→ **Work to complete**
Make an exact copy of the records, and keep the pictures out of it.
════════════════
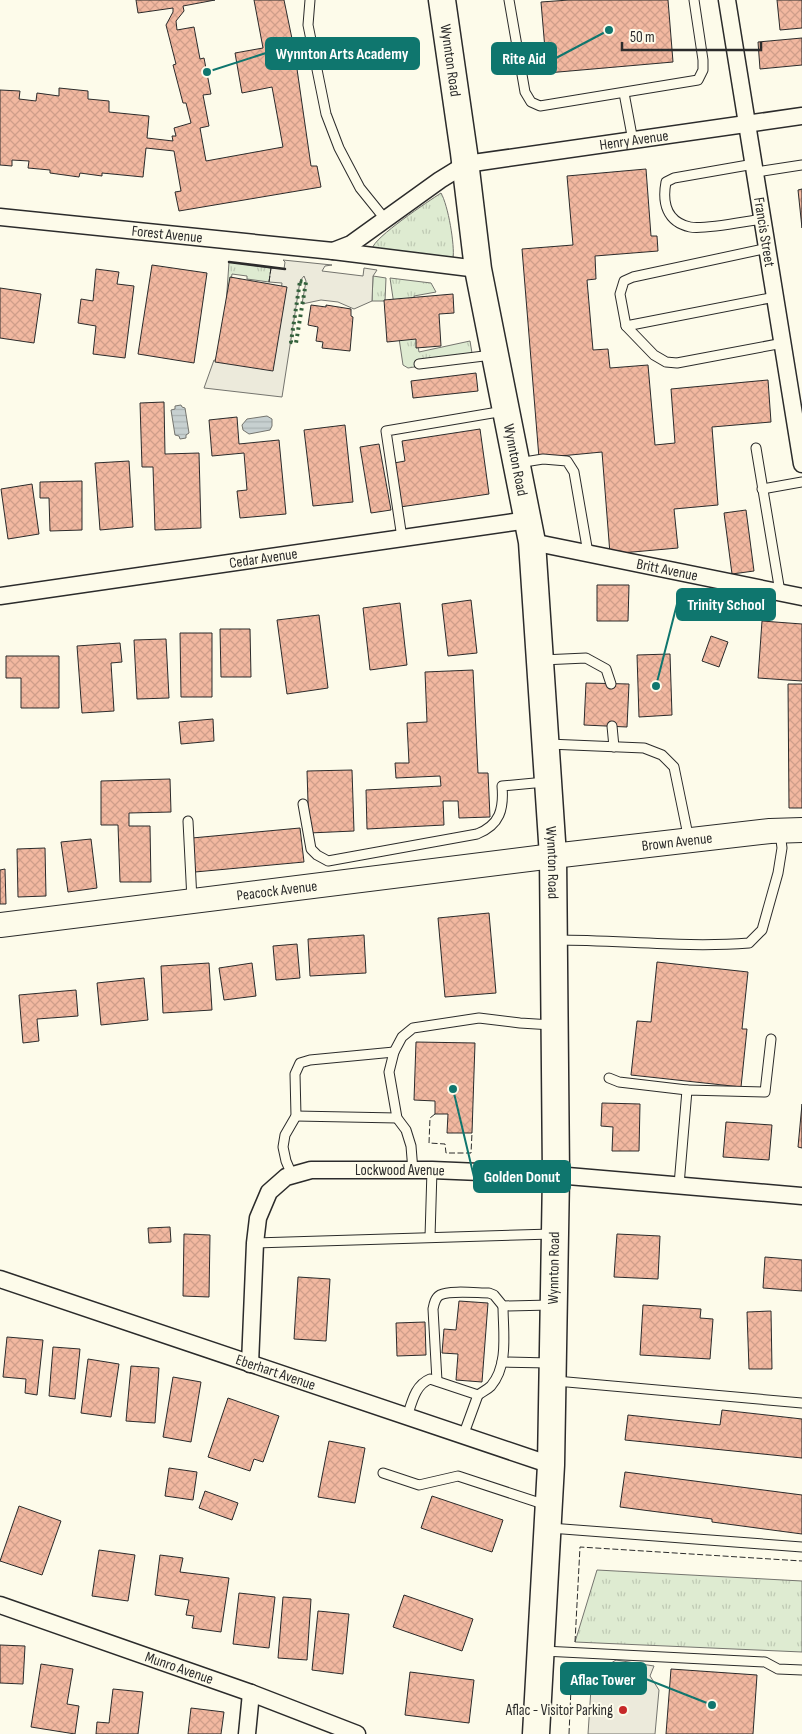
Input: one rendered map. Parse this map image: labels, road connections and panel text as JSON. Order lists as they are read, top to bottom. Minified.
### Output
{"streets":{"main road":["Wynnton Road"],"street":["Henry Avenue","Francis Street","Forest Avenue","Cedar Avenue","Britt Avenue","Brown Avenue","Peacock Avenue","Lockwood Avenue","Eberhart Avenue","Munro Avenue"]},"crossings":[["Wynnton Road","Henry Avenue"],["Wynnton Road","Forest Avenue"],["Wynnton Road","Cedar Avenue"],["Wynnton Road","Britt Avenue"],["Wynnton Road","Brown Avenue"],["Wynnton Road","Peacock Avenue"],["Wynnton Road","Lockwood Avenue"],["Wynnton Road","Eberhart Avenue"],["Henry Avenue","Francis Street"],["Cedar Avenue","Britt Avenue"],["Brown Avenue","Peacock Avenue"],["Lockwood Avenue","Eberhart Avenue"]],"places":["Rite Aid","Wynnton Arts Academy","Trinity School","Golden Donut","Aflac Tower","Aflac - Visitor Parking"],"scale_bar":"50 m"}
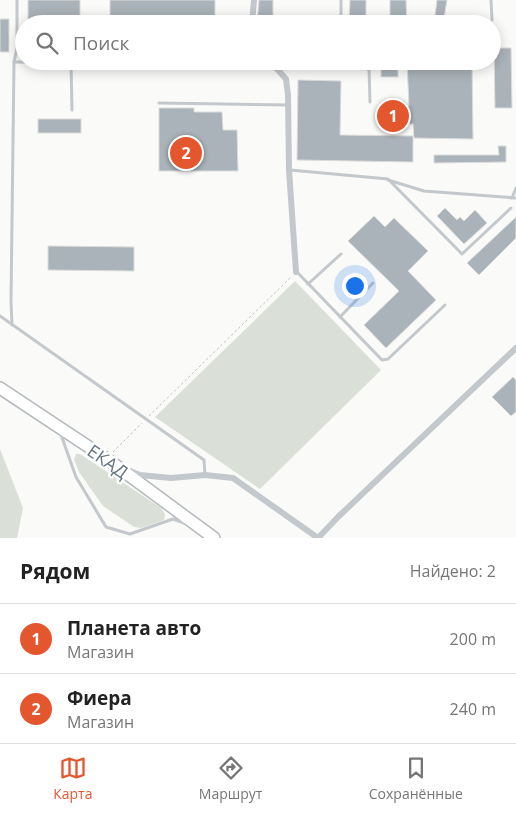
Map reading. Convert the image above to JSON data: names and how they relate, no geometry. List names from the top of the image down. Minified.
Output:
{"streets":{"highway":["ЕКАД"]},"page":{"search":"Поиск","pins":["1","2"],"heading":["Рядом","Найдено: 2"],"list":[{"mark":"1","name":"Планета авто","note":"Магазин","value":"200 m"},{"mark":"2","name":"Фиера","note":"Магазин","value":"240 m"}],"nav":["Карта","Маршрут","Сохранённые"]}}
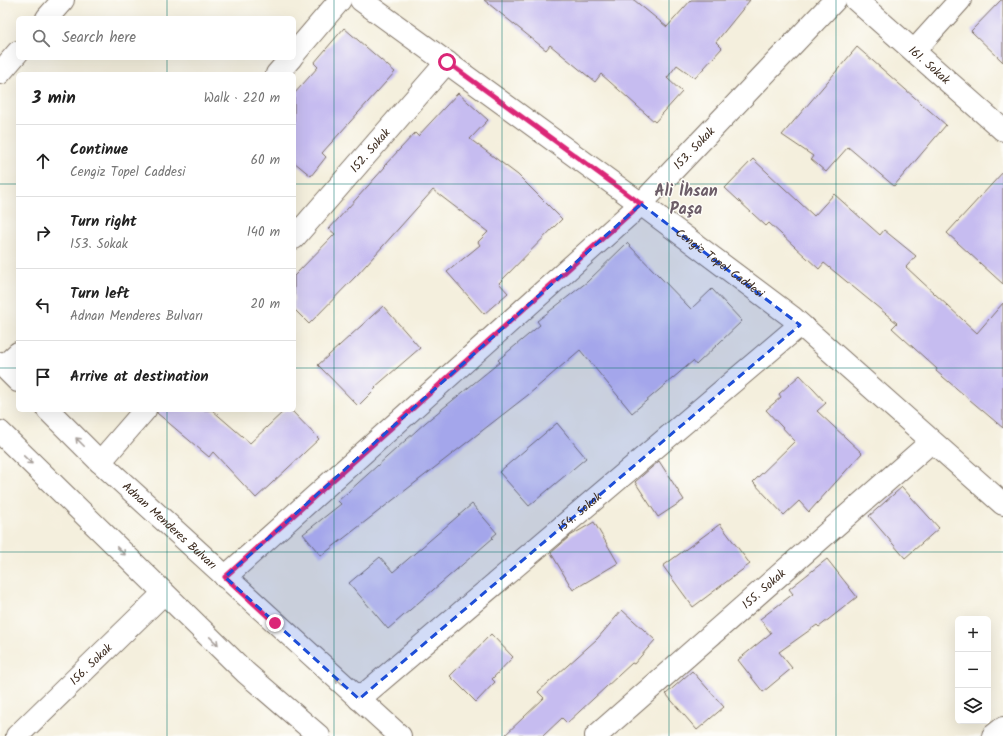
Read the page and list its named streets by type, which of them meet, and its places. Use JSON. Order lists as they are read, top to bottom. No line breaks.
════════════════
→ **Answer to this problem**
Input: one rendered map. Parse this map image: labels, road connections and panel text as JSON. Order lists as they are read, top to bottom. Minified.
### Output
{"streets":{"main road":["Wynnton Road"],"street":["Henry Avenue","Francis Street","Forest Avenue","Cedar Avenue","Britt Avenue","Brown Avenue","Peacock Avenue","Lockwood Avenue","Eberhart Avenue","Munro Avenue"]},"crossings":[["Wynnton Road","Henry Avenue"],["Wynnton Road","Forest Avenue"],["Wynnton Road","Cedar Avenue"],["Wynnton Road","Britt Avenue"],["Wynnton Road","Brown Avenue"],["Wynnton Road","Peacock Avenue"],["Wynnton Road","Lockwood Avenue"],["Wynnton Road","Eberhart Avenue"],["Henry Avenue","Francis Street"],["Cedar Avenue","Britt Avenue"],["Brown Avenue","Peacock Avenue"],["Lockwood Avenue","Eberhart Avenue"]],"places":["Rite Aid","Wynnton Arts Academy","Trinity School","Golden Donut","Aflac Tower","Aflac - Visitor Parking"],"scale_bar":"50 m"}
Map reading. Convert the image above to JSON data: names and how they relate, no geometry. List names from the top of the image down. Minified.
Output:
{"streets":{"highway":["ЕКАД"]},"page":{"search":"Поиск","pins":["1","2"],"heading":["Рядом","Найдено: 2"],"list":[{"mark":"1","name":"Планета авто","note":"Магазин","value":"200 m"},{"mark":"2","name":"Фиера","note":"Магазин","value":"240 m"}],"nav":["Карта","Маршрут","Сохранённые"]}}
Read the page and list its named streets by type, which of them meet, and its places. Use JSON. Order lists as they are read, top to bottom. No line breaks.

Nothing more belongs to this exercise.